The latter comes from a lack of confidence or even scarcity. If you ask deep questions and are disappointed, you may miss out on an opportunity to make a match. Therefore, it’s easier to keep conversations light and easy and deal with the real stuff later. However, putting off important conversations to avoid judging and being let down often makes newly married couples feel deceived or tricked into marriage. They suddenly wake up and feel like they’ve married a stranger. That’s because they have.

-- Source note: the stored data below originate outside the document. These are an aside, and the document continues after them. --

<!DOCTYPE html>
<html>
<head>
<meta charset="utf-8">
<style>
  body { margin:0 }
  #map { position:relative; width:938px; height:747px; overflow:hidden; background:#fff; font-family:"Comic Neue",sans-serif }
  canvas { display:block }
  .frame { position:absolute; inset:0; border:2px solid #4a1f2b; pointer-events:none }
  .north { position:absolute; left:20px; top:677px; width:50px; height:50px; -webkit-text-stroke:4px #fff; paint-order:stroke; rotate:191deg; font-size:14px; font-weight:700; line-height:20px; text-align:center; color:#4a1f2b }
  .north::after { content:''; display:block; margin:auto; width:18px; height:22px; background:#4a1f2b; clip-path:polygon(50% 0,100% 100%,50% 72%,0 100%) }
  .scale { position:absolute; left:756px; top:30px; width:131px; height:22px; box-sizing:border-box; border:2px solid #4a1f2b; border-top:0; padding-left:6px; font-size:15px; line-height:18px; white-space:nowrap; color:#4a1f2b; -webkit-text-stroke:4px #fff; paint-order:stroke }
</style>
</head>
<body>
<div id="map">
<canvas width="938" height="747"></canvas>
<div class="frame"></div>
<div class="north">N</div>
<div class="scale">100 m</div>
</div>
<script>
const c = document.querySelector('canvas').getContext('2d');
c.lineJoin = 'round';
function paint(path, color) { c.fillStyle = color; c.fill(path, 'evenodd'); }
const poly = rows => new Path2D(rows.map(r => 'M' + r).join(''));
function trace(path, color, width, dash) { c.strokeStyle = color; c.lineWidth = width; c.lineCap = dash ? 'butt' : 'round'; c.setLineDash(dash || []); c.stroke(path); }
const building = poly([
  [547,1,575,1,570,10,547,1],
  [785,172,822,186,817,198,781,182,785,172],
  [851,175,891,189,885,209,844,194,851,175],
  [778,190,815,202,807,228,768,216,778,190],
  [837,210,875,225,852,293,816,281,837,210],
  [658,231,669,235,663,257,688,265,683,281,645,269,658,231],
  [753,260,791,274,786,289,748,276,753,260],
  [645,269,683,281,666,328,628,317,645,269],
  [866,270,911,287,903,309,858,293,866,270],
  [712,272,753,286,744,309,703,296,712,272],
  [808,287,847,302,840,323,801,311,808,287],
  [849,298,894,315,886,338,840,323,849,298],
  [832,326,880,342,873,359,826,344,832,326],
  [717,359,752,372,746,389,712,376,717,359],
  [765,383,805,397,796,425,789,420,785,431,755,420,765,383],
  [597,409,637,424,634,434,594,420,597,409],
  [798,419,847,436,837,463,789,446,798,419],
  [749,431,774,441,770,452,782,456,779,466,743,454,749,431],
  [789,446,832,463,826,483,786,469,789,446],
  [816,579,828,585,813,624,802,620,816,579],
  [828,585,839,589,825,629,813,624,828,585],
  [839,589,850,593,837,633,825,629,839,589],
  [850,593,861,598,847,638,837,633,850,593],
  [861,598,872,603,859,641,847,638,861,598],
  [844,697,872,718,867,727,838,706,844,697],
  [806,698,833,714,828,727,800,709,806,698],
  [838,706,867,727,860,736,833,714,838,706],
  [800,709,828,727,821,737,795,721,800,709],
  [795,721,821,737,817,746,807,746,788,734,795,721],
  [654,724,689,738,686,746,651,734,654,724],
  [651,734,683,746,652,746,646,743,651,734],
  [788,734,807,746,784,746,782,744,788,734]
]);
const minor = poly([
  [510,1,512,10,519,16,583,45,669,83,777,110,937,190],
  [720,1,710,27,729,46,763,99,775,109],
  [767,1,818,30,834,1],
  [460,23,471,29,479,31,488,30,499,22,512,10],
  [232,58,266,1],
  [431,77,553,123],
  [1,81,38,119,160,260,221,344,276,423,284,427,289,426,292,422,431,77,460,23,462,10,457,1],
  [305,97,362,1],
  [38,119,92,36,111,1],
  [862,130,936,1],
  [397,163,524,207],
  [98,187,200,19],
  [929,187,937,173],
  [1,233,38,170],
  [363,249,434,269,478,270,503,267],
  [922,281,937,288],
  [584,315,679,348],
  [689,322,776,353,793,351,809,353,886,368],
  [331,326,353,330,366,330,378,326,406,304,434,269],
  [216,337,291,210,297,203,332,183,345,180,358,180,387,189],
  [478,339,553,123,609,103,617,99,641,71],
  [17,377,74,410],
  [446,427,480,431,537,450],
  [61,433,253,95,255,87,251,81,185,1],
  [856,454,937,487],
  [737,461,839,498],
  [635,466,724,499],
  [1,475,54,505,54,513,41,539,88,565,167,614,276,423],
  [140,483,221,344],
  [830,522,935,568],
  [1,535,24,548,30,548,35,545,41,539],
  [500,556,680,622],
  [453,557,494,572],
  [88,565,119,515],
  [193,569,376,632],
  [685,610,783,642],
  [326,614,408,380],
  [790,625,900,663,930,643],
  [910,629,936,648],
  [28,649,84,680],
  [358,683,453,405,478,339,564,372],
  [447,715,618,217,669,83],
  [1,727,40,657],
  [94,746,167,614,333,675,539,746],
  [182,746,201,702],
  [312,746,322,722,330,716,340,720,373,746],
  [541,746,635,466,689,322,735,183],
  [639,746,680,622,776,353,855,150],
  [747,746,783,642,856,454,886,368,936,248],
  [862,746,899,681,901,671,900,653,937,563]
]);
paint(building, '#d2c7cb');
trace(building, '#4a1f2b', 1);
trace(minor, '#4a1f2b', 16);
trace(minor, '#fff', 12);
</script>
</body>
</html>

For those who fear judgement and hold back, offering little transparency, it reeks of insecurity and falsehood. They haven’t come to grips with their true selves or past, and are afraid they could never be loved or accepted. This group of people must learn to take accountability and trust that what’s for them is for them, and could never miss them.
Judgement is a reflection of the void of vulnerability. Either you’re withholding out of fear of judgement and refusing vulnerability, or you’re overly judging others and not only blocking development of vulnerability, but also guarding your own capability of being open-hearted.

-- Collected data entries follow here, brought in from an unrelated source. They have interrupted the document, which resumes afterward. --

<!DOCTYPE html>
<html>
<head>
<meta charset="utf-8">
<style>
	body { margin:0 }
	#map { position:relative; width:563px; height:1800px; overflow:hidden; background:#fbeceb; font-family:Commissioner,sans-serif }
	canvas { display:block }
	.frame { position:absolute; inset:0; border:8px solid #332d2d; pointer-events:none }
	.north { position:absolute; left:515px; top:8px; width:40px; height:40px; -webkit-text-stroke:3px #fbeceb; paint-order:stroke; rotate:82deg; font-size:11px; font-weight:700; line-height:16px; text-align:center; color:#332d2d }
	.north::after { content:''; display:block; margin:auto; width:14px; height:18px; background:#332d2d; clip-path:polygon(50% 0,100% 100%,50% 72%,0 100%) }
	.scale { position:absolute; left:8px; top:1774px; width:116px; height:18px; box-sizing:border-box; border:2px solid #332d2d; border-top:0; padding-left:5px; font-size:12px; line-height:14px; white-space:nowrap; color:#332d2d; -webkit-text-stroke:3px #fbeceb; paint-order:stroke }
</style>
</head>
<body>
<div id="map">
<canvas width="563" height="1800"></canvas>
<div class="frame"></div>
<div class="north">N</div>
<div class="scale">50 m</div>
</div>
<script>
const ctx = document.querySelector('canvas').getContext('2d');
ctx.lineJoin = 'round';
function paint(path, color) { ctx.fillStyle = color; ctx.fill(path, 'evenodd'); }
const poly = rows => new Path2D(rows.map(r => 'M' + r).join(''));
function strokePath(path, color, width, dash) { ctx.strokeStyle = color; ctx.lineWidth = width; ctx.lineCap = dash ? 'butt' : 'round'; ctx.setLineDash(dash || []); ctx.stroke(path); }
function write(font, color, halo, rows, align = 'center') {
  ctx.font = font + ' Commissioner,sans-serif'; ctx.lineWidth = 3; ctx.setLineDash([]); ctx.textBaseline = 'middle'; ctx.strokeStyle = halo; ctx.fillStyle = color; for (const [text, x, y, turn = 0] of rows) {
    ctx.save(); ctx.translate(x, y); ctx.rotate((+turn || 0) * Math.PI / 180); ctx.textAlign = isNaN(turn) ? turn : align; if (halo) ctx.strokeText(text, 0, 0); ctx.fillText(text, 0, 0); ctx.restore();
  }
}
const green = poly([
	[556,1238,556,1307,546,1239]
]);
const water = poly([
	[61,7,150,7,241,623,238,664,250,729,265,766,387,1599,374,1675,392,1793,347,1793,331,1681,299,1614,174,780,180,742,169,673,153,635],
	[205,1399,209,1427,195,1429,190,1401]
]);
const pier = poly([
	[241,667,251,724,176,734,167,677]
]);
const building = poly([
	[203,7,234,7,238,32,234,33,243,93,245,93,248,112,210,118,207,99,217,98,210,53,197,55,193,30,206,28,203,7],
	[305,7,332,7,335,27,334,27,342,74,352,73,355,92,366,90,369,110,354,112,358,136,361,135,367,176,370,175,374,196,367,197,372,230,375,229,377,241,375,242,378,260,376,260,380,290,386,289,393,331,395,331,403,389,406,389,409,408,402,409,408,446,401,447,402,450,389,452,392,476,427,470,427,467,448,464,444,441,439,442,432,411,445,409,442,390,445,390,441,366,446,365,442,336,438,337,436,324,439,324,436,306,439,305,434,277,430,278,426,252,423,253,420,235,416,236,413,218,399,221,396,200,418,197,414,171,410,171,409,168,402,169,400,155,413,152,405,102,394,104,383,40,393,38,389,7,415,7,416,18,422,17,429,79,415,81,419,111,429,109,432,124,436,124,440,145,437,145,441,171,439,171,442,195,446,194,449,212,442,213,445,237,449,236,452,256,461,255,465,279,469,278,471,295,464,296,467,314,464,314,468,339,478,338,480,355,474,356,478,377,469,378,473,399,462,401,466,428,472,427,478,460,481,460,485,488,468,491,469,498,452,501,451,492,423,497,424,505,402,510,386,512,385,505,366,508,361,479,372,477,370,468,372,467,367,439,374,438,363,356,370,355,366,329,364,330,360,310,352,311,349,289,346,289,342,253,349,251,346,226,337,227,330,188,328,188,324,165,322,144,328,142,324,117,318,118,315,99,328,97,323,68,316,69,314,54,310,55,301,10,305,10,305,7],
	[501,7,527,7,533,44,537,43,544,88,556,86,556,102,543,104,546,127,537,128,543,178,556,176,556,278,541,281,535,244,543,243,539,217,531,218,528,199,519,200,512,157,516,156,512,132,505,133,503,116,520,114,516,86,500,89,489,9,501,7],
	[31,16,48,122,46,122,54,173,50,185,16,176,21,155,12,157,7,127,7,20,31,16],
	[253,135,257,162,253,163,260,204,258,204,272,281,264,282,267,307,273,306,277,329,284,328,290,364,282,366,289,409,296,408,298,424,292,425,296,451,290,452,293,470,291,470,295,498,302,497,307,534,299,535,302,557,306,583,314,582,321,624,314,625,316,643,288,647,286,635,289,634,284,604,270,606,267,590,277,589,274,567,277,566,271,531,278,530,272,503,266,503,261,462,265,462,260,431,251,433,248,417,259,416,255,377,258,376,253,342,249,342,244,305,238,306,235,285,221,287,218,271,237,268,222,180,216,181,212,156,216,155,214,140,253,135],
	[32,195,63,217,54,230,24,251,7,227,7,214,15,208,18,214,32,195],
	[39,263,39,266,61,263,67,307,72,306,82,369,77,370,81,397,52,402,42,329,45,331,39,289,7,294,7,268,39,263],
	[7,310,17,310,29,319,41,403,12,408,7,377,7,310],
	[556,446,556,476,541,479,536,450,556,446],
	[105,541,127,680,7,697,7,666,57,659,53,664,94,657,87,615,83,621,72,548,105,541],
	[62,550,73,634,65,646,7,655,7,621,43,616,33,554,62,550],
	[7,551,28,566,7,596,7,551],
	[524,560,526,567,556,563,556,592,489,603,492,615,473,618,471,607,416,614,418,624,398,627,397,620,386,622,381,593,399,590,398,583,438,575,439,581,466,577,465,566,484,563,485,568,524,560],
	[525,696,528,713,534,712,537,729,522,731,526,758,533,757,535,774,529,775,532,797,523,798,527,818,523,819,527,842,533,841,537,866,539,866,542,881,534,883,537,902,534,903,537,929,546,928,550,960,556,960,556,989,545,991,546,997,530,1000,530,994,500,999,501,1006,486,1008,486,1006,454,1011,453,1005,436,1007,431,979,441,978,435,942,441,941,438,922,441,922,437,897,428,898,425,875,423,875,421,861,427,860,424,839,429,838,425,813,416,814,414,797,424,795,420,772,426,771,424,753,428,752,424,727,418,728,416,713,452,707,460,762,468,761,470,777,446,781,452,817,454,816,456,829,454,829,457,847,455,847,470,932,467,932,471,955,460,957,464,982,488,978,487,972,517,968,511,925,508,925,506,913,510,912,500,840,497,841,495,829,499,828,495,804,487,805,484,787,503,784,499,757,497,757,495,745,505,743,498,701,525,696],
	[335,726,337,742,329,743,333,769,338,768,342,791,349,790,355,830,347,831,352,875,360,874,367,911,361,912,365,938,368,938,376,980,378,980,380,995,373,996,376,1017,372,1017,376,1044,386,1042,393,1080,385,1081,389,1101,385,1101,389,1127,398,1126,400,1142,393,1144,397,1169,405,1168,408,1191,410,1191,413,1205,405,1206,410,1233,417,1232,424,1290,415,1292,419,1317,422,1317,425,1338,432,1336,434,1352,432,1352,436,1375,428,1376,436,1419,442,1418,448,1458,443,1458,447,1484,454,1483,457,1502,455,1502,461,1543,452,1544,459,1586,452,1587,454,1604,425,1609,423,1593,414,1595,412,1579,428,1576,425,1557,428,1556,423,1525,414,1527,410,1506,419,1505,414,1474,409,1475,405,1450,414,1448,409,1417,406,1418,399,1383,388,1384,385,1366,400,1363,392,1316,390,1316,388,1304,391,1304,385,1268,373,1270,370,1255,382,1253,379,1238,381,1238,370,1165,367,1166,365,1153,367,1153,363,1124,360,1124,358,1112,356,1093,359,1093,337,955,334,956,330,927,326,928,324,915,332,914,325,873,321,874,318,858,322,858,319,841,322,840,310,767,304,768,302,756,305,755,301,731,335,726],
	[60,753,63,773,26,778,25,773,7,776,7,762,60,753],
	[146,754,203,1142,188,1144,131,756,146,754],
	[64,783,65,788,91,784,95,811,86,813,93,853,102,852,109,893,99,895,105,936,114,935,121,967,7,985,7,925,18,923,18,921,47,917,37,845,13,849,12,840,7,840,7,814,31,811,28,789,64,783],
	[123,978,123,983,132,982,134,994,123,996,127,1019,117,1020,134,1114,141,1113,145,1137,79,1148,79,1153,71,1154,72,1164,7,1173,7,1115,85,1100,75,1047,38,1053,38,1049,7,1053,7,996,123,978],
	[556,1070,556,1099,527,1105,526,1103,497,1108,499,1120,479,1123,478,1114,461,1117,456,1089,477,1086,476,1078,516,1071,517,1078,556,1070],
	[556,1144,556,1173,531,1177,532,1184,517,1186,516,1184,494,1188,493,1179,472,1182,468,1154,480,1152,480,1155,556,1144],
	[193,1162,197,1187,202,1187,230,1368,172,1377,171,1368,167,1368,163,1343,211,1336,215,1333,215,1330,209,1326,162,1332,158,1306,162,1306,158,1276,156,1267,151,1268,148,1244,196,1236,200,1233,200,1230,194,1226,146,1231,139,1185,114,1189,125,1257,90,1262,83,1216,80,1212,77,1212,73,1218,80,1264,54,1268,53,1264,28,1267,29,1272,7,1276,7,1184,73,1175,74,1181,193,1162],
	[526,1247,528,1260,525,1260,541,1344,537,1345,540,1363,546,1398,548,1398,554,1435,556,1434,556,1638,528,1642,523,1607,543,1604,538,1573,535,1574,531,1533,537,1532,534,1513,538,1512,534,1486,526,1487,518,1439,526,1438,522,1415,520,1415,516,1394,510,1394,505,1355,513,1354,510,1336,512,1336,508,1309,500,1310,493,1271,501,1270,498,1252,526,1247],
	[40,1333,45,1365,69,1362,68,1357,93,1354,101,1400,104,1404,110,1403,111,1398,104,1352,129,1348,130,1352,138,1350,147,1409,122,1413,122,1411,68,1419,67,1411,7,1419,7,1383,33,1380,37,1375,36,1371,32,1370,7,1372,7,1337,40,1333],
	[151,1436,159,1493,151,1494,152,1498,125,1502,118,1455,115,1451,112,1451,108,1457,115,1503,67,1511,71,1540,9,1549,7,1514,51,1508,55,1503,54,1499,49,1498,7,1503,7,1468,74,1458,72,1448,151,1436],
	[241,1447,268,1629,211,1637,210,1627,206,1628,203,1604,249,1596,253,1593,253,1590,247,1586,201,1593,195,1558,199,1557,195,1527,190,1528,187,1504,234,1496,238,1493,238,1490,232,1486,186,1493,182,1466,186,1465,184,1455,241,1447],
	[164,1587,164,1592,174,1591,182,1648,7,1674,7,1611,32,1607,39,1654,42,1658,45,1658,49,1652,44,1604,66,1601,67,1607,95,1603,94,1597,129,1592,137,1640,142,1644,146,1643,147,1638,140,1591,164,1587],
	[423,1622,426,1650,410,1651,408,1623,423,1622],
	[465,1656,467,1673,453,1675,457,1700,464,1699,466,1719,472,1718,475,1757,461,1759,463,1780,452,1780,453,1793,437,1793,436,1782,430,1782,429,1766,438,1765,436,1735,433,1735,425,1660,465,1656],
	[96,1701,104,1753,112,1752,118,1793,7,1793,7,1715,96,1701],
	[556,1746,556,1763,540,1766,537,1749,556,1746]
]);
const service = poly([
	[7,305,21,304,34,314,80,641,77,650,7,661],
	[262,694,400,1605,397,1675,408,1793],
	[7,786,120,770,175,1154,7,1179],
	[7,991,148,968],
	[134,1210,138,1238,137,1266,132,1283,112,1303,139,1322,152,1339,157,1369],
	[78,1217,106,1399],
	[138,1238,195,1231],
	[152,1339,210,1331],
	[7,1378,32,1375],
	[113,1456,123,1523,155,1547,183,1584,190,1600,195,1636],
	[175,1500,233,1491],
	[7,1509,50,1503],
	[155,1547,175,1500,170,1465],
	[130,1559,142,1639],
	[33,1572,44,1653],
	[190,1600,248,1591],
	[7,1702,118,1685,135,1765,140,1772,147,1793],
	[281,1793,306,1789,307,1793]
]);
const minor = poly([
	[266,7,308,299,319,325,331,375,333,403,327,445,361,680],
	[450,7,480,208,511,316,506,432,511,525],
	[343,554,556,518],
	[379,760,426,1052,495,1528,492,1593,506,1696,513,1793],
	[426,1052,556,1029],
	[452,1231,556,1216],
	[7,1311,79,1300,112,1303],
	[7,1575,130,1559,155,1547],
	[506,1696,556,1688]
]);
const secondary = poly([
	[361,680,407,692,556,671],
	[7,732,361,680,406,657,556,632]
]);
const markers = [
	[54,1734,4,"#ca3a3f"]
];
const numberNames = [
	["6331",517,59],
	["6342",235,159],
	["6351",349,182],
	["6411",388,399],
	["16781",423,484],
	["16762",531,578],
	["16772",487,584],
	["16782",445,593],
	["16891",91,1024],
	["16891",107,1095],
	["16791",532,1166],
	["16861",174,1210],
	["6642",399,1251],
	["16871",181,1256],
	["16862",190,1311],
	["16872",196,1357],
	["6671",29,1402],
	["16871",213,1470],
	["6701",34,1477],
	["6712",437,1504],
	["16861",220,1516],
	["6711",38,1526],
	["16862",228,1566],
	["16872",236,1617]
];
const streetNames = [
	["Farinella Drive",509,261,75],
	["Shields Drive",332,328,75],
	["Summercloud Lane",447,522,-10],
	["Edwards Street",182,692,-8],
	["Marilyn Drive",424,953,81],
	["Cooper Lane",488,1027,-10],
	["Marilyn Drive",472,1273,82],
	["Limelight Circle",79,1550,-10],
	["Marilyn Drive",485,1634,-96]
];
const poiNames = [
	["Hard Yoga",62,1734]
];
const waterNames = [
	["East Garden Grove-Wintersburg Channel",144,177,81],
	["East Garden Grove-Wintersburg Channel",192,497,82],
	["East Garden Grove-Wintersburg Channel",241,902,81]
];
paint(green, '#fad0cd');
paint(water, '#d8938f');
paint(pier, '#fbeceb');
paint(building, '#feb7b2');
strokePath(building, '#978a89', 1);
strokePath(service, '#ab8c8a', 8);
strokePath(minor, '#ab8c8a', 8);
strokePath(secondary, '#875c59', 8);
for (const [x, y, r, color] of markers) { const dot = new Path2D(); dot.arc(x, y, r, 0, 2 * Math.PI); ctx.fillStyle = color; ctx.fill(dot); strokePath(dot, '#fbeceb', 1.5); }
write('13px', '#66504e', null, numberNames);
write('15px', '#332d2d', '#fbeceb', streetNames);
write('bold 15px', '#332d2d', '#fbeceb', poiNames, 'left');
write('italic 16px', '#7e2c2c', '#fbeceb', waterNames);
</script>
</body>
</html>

Courtships that lack vulnerability either are prematurely cut off, or often result in a couple struggling with vulnerable transparency in their marriage. There’s always an air of mistrust and feeling as though they’ve only scratched the surface of their relationship. Most of all, there’s a true lack of friendship between the couple. They’re so afraid their shadow self will show they’ll try everything to mask and protect it. This can continue for years in marriage. Many couples, well past the newlywed phase, struggle or lack a friendship in their marriage. Ultimately, they lack vulnerability.
What to change
So how can you improve these two issues during courtship for improved relationships?
1. Stop judging. Come to grips with your own past, imperfections and bad choices. It’s okay for someone to not be a good match for you. Just don’t focus on their past more than their present or future. Figure out what about their flaws or past experiences have made you so judgmental? Are you seeing traces of yourself and have projected your flaws onto them? If so, doing the inner work to become your authentic self will help you to overcome this behavior.
2. Seek a friendship and allow yourself to be vulnerable. Lead with vulnerability. As you’re getting to know someone, come from a place of understanding who they are and their path to development versus drawing a conclusion and tucking that judgement into a box. If you’re seeking to understand who a person is from a sincere and compassionate place, you’re less likely to offend and more likely to develop a long term respect for the person, regardless of courtship outcome.
3. Pay attention to transparency. If you’re typically the open one, allow yourself to step back and notice if the person you’re getting to know is being equally transparent with you as you are with them. Do they struggle to answer questions? Are they defensive? Have you shared with them but you feel as though they’re holding back? Acknowledge this lack of vulnerability and discuss it. If it doesn’t improve this may not be a good person for you.
4. Let your guard down and let someone in. If the courtship doesn’t workout, that’s okay. Being guarded will either cause a disconnect now or a disconnect later.